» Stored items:
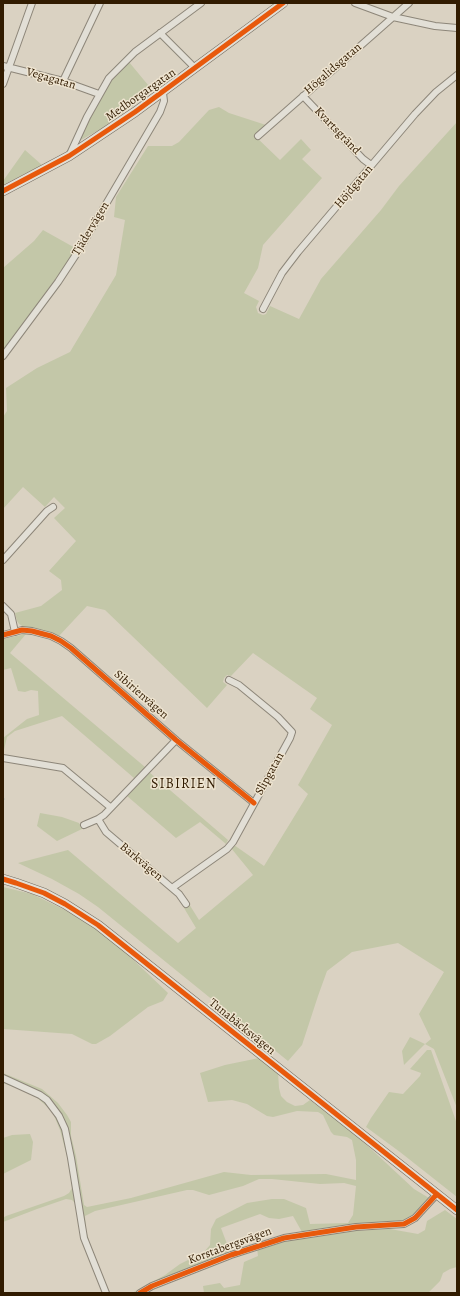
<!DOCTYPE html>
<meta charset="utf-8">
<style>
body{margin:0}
#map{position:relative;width:460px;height:1296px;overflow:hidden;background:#dad2c2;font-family:Alegreya,serif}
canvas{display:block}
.frame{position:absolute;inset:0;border:4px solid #311b00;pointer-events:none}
</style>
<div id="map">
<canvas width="460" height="1296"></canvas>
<div class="frame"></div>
</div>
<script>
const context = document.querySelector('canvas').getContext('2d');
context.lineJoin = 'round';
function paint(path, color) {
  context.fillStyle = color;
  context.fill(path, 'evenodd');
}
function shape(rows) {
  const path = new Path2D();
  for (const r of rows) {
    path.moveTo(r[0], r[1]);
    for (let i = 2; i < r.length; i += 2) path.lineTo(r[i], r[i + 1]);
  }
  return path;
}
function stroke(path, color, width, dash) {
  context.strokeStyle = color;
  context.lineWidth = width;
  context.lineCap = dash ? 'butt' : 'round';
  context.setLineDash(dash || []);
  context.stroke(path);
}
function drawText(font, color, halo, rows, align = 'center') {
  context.font = font + ' Alegreya,serif';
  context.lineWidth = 3;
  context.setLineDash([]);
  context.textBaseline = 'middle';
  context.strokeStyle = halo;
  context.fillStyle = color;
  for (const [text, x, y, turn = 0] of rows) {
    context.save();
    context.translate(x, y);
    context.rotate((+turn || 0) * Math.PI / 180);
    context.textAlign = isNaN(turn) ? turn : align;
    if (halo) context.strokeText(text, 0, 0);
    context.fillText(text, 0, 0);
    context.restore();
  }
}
paint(shape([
 [129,62,153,91,101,129,79,141,103,91,112,80],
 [219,107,229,113,266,125,254,135,280,160,301,139,311,150,302,159,322,178,263,245,258,268,244,293,259,301,256,307,258,313,263,315,266,314,270,306,299,319,321,279,381,210,399,186,457,122,457,1108,434,1049,425,1044,404,1065,402,1051,410,1037,425,1044,431,1039,419,1014,444,972,398,943,352,952,327,971,318,996,302,1045,288,1061,98,907,79,894,52,879,18,863,68,850,178,943,196,928,184,908,189,904,199,920,253,875,231,848,234,845,264,866,308,794,298,785,332,725,310,709,317,698,253,653,231,676,227,675,224,678,223,682,227,685,207,708,105,610,87,606,59,636,37,629,24,627,19,624,17,621,15,613,41,606,62,590,61,580,49,571,76,541,54,518,65,508,54,497,45,507,23,487,3,509,3,417,7,411,6,388,37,368,70,352,116,275,125,220,114,217,116,197,148,146,172,146,179,142,209,110],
 [25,150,42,165,3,185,3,181],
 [43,230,77,249,3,352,3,268,34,241],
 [26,634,10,653,145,767,134,778,62,716,15,731,7,737,3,754,3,738,27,719,39,715,38,691,31,690,25,692,18,691,11,668,3,670,3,639],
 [149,772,228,840,226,844,200,822,176,838,127,796],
 [40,813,62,817,79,823,82,829,57,841,37,826],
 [3,887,32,894,67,911,96,929,121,948,168,993,163,1001,148,1007,110,1036,96,1044,92,1044,72,1034,3,1029],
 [427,1050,431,1050,457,1124,457,1197,400,1152,366,1127,371,1118,389,1092,403,1094,420,1076,421,1073,410,1069],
 [259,1058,278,1072,279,1088,281,1096,287,1102,295,1106,303,1105,310,1100,356,1135,414,1189,429,1198,412,1216,404,1220,302,1232,293,1216,279,1219,269,1218,260,1214,221,1228,230,1252,202,1263,136,1293,132,1293,165,1275,180,1264,204,1252,210,1245,211,1229,216,1219,247,1203,272,1199,284,1199,306,1208,310,1224,348,1223,353,1215,356,1186,344,1183,320,1184,272,1179,259,1179,243,1186,209,1195,193,1190,187,1190,95,1211,85,1216,86,1230,91,1248,109,1293,84,1231,62,1116,49,1099,41,1093,32,1087,3,1075,3,1073,42,1089,58,1103,67,1115,71,1122,71,1136,76,1156,84,1205,87,1207,131,1198,224,1172,251,1175,326,1174,356,1180,356,1160,352,1140,347,1137,334,1135,331,1132,323,1115,318,1112,297,1111,273,1117,267,1116,247,1104,232,1100,208,1102,200,1073,225,1065],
 [3,1080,30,1092,46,1102,53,1111,62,1130,76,1198,78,1219,75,1203,72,1200,66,1199,37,1209,3,1222,3,1218,6,1216,64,1196,69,1193,72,1188,68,1160,60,1130,52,1111,36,1097,27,1092,3,1083],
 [30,1134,33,1142,31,1160,3,1174,3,1138,12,1135],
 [445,1210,457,1219,457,1267,450,1269,443,1273,440,1281,428,1293,204,1293,203,1286,220,1283,224,1288,240,1285,244,1262,258,1256,257,1248,304,1237,337,1232,390,1229,418,1234,425,1230,427,1221]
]), '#c3c7a8');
stroke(shape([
 [3,800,4,799]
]), '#adbebc', 1.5);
const street = shape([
 [355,3,393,17,435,26,457,28],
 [160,33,195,68],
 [3,66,63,81,99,94],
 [63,81,100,3],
 [3,84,32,3],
 [303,96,363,159,371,165],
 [258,136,409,3],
 [70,154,87,117,109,78,135,52,201,3],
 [263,309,282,273,298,252,415,114,436,92,457,75],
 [3,356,58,282,79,250,160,112,164,101,163,93],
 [3,560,47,511,53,507],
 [3,606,11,614,15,632],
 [3,635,22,630,32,631,51,636,61,641,71,648,176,740,254,803],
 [3,758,63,768,110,807],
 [98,819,106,832,179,894,186,904],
 [84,825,98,819,104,815,176,740],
 [172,888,227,849,233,842,290,738,292,732,278,717,239,685,229,680],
 [3,1078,40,1095,47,1100,59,1116,65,1129,71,1158,84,1238,106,1293],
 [140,1293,152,1286,231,1255,284,1238,356,1227,404,1224,415,1218,437,1194]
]);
const secondary = shape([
 [3,191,69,156,135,112,283,3],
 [3,879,16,883,44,893,65,904,98,925,457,1210]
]);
stroke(street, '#8d8679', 8);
stroke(secondary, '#746c60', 10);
stroke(street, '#e2dfd6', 6);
stroke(secondary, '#e2dfd6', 9);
stroke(shape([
 [3,191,69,156,135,112,283,3],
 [3,635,22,630,32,631,51,636,61,641,71,648,176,740,254,803],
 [3,879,16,883,44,893,65,904,98,925,457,1210],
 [140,1293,152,1286,231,1255,284,1238,356,1227,404,1224,415,1218,437,1194]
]), '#e8590c', 5);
drawText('12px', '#311b00', '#eee4d0', [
 ["Högalidsgatan",333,69,-41],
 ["Vegagatan",51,79,16],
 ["Medborgargatan",141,95,-35],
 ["Kvartsgränd",337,131,46],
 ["Höjdgatan",354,187,-50],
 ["Tjädervägen",91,229,-59],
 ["Sibirienvägen",141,695,41],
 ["Slipgatan",270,774,-61],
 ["Barkvägen",141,862,40],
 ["Tunabäcksvägen",242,1027,39],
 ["Korstabergsvägen",230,1246,-20]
]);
context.letterSpacing = '1px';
drawText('14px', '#311b00', '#eee4d0', [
 ["SIBIRIEN",184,785]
]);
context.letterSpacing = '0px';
</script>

» Required action: Among the lines above, find those with the string "lineWidth" and copy them.

» Response box:
  context.lineWidth = width;
  context.lineWidth = 3;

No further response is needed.